_TASK PROMPT_:
Every line of the data that includes "Extract" should be copied out.
(Beginning of RECORDS FOR THIS TASK)
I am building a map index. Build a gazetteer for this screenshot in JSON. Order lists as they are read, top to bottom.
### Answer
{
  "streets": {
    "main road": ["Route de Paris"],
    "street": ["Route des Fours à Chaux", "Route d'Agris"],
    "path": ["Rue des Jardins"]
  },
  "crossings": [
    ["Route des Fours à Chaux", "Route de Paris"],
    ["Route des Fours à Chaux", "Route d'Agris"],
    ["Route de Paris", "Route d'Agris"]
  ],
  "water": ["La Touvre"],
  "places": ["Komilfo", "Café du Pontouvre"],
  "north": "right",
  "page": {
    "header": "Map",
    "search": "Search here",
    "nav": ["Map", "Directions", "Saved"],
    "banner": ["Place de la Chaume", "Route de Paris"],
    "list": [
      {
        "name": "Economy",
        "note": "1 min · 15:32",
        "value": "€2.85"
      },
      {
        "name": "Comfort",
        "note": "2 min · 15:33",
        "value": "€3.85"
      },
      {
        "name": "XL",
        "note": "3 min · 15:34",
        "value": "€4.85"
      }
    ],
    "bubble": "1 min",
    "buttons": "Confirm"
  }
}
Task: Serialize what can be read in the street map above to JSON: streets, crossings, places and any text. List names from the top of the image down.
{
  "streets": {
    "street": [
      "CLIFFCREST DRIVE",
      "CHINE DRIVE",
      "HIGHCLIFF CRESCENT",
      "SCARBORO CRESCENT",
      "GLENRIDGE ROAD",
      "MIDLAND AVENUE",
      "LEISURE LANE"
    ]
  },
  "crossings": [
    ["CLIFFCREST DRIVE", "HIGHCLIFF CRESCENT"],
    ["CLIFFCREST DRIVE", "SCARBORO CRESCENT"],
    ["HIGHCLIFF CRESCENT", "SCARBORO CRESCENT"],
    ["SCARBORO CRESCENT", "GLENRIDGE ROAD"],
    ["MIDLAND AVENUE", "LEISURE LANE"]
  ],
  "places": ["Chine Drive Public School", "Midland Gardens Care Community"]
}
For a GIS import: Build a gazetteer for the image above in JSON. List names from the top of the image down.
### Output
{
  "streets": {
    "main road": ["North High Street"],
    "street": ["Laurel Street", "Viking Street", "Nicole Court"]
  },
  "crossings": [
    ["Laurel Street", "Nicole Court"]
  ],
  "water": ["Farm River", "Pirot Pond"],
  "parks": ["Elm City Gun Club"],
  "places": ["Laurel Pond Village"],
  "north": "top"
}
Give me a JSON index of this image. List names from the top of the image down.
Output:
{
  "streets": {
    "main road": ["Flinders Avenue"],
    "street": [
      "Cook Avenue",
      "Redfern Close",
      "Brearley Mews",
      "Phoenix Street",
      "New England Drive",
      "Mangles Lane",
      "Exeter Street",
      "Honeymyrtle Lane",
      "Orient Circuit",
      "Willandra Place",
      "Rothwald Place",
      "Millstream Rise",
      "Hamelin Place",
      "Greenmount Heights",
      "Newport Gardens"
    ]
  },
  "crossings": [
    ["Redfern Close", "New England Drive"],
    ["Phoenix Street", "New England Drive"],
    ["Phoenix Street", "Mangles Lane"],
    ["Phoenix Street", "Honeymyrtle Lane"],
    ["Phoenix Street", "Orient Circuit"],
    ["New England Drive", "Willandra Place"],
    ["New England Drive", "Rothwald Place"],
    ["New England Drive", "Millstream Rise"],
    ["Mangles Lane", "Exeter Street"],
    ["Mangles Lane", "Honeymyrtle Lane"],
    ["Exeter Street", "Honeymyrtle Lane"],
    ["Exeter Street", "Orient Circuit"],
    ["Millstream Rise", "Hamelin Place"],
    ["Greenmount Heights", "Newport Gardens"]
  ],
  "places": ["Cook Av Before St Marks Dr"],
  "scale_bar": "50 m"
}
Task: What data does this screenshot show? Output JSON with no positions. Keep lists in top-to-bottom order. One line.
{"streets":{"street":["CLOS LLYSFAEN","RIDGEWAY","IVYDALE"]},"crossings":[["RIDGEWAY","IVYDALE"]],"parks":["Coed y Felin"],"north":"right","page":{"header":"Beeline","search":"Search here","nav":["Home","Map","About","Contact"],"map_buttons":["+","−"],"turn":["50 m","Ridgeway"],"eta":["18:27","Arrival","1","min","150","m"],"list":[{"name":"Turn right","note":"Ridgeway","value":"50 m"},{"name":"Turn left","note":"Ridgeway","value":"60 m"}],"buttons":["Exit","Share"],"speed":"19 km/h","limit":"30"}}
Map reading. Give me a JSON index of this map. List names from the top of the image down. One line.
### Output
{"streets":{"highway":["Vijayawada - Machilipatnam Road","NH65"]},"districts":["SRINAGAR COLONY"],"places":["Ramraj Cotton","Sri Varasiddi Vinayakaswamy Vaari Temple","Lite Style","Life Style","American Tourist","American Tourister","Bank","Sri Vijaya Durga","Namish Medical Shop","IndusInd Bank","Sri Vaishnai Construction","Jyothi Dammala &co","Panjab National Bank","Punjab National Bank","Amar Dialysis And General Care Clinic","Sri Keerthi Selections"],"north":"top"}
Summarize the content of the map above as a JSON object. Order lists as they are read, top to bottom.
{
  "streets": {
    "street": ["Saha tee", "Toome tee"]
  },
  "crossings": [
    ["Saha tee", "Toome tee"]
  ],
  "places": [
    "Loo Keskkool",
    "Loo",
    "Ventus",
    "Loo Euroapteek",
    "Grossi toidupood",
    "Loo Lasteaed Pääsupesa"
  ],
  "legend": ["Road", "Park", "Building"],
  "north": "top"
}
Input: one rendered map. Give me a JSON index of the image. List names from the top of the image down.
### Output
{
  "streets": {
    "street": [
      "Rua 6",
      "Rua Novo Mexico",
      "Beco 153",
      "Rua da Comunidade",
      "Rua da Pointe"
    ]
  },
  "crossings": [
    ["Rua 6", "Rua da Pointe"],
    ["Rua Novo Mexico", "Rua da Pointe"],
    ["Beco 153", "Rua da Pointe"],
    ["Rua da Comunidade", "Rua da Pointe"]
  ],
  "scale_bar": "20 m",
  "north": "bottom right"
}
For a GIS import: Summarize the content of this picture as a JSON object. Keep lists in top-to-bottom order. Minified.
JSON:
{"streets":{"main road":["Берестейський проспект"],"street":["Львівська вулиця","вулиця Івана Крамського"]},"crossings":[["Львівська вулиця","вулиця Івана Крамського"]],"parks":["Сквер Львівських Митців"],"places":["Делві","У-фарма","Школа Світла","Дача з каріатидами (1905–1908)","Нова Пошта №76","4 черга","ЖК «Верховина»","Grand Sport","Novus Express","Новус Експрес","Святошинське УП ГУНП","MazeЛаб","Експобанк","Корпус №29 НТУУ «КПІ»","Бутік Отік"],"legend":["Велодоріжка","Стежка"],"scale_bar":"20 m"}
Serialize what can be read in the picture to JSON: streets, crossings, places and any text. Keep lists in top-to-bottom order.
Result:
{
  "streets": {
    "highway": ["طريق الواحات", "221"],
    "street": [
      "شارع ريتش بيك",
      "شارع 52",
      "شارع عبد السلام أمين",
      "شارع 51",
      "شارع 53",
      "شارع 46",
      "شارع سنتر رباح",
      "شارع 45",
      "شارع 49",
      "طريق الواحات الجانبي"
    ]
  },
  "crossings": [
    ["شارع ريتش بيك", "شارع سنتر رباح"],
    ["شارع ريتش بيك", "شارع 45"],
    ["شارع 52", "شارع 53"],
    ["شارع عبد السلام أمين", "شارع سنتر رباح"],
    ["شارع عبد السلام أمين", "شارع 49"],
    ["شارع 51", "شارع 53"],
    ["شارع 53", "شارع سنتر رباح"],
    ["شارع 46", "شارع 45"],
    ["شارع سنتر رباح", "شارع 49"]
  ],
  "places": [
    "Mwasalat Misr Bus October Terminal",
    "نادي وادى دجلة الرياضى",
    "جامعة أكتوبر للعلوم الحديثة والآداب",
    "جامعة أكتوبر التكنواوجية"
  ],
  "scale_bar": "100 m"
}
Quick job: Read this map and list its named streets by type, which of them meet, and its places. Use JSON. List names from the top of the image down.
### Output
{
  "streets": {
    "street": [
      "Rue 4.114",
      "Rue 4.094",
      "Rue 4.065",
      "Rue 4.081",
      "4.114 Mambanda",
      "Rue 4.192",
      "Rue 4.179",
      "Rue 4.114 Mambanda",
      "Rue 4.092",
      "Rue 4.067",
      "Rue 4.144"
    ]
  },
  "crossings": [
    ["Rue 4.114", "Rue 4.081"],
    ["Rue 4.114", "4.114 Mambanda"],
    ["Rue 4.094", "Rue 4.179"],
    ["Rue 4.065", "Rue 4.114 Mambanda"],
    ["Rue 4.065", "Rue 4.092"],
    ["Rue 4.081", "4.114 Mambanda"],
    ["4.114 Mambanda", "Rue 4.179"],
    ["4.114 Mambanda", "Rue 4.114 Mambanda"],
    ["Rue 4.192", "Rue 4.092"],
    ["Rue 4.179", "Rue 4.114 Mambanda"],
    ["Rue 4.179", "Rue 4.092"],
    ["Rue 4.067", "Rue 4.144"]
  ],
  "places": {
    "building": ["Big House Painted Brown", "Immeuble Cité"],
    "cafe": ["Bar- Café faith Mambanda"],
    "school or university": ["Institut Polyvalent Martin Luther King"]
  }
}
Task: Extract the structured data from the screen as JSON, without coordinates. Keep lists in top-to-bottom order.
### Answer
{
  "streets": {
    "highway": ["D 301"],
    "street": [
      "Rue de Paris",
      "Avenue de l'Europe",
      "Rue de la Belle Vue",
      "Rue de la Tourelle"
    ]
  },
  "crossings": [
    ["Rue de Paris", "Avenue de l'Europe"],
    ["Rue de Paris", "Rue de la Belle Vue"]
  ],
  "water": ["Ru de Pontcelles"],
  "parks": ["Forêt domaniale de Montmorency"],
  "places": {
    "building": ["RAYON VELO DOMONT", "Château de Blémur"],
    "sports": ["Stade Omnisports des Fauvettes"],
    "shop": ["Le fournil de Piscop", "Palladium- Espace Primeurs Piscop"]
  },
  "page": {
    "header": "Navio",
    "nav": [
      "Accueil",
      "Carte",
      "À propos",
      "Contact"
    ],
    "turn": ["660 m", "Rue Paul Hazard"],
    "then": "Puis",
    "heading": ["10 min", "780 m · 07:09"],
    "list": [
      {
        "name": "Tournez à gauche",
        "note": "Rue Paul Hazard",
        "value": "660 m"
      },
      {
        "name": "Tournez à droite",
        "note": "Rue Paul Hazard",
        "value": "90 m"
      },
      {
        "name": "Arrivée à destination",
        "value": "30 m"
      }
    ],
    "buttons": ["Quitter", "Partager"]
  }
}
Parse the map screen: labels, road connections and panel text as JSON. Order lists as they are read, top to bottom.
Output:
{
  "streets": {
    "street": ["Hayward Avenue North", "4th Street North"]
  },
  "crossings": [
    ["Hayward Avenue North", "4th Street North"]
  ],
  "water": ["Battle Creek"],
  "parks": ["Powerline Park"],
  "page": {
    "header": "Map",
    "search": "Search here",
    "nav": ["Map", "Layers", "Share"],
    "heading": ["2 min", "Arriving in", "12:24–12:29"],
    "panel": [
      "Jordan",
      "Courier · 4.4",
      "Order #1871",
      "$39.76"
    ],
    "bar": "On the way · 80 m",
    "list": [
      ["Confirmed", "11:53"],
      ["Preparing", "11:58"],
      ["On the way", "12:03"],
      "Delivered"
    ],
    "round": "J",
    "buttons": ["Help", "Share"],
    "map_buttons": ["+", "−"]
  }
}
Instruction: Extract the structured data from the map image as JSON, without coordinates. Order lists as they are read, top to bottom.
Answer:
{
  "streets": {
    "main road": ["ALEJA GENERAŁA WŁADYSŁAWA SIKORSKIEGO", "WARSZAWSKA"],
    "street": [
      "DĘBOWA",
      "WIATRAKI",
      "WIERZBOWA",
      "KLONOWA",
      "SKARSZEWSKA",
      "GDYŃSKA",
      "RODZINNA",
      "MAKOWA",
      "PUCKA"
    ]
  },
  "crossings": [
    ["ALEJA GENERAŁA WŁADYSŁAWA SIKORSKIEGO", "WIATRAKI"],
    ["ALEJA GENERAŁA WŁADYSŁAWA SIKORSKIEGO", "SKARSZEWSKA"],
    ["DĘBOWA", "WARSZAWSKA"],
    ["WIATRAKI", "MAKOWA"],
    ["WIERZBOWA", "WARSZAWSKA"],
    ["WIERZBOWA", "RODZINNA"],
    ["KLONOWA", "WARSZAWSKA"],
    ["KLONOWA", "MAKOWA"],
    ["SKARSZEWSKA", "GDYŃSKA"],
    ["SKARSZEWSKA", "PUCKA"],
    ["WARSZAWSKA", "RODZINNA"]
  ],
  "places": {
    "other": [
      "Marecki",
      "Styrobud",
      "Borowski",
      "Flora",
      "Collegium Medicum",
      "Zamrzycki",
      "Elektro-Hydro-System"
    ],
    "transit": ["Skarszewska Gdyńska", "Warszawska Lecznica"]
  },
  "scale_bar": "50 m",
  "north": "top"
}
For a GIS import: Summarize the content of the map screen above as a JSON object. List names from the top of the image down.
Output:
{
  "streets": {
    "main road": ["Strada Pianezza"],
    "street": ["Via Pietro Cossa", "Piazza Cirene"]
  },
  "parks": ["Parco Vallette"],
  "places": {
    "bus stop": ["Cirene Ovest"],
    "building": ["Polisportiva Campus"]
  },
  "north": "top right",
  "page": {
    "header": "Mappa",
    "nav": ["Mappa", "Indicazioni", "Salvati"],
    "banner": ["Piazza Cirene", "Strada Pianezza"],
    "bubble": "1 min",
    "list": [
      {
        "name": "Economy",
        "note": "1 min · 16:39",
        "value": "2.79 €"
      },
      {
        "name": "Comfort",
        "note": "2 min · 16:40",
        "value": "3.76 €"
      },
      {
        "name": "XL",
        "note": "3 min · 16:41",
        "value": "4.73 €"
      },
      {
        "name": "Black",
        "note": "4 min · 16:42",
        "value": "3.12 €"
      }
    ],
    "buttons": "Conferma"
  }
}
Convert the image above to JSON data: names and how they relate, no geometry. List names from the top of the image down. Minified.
(End of RECORDS FOR THIS TASK)
_FINAL ANSWER_:
Task: Extract the structured data from the screen as JSON, without coordinates. Keep lists in top-to-bottom order.
Instruction: Extract the structured data from the map image as JSON, without coordinates. Order lists as they are read, top to bottom.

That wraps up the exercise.